Sócrates. Figura-te agora o estado da natureza humana, em relação à ciência
 e à ignorância, sob a forma alegórica que passo a fazer. Imagina os
 homens encerrados em morada subterrânea e cavernosa que dá entrada
 livre à luz em toda extensão. Aí, desde a infância, têm os homens o
 pescoço e as pernas presos de modo que permanecem imóveis e
só veem os objetos que lhes estão diante. Presos pelas cadeias, não
 podem voltar o rosto. Atrás deles, a certa distância e altura, um fogo cuja
 luz os alumia; entre o fogo e os cativos imagina um caminho escarpado,
 ao longo do qual um pequeno muro parecido com os tabiques que os
 pelotiqueiros põem entre si e os espectadores para ocultar-lhes as molas
 dos bonecos maravilhosos que lhes exibem.
Glauco. Imagino tudo isso.
Sócrates. Supõe ainda homens que passam ao longo deste muro, com
figuras e objetos que se elevam acima dele, figuras de homens e animais
 de toda a espécie, talhados em pedra ou madeira. Entre os que carregam
 tais objetos, uns se entretêm em conversa, outros guardam em silêncio.
Glauco. Similar quadro e não menos singulares cativos!
Sócrates. Pois são nossa imagem perfeita. Mas, dize-me: assim colocados,
 poderão ver de si mesmos e de seus companheiros algo mais que as
sombras projetadas, à claridade do fogo, na parede que lhes fica fronteira?

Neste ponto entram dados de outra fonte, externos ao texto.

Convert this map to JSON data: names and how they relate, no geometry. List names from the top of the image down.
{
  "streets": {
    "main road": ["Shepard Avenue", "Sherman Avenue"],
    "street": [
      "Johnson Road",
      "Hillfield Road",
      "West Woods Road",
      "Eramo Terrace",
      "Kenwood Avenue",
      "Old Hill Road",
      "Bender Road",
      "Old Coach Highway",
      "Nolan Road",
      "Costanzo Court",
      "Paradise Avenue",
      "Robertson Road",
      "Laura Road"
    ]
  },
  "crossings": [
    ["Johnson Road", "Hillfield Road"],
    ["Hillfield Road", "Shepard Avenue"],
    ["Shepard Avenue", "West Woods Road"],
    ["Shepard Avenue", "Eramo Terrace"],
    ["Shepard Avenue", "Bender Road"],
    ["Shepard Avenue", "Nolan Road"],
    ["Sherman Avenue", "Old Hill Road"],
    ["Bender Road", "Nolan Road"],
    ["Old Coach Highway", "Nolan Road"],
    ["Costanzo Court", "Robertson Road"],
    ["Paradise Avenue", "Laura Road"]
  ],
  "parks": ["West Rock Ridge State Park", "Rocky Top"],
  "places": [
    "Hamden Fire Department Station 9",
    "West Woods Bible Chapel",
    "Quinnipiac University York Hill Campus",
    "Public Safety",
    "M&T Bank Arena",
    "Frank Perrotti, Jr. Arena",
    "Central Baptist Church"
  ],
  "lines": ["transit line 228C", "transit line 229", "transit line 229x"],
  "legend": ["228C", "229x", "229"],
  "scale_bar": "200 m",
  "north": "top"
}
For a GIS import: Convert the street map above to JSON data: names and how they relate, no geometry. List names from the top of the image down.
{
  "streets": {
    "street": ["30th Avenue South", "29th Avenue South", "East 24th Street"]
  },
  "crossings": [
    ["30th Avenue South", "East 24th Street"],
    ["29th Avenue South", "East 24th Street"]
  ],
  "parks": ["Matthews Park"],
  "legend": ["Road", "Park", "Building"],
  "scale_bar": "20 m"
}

Glauco. Não, uma vez que são forçados a ter imóveis a cabeça durante
 toda a vida.
Sócrates. E dos objetos que lhes ficam por detrás, poderão ver outra coisa
que não as sombras?
Glauco. Não.
Sócrates. Ora, supondo-se que pudessem conversar, não te parece que,
ao falar das sombras que veem, lhes dariam os nomes que elas representam?
Glauco. Sem dúvida.
Sócrates. E, se, no fundo da caverna, um eco lhes repetisse as palavras
dos que passam, não julgariam certo que os sons fossem articulados pelas
sombras dos objetos?
Glauco. Claro que sim.
Sócrates. Em suma, não creriam que houvesse nada de real e
verdadeiro fora das figuras que desfilaram.
Glauco. Necessariamente.
Sócrates. Vejamos agora o que aconteceria, se se livrassem a um
tempo das cadeias e do erro em que laboravam. Imaginemos um destes
 cativos desatado, obrigado a levantar-se de repente, a volver a cabeça,
a andar, a olhar firmemente para a luz. Não poderia fazer tudo isso sem
 grande pena; a luz, sobre ser-lhe dolorosa, o deslumbraria, impedindo-lhe
de discernir os objetos cuja sombra antes via.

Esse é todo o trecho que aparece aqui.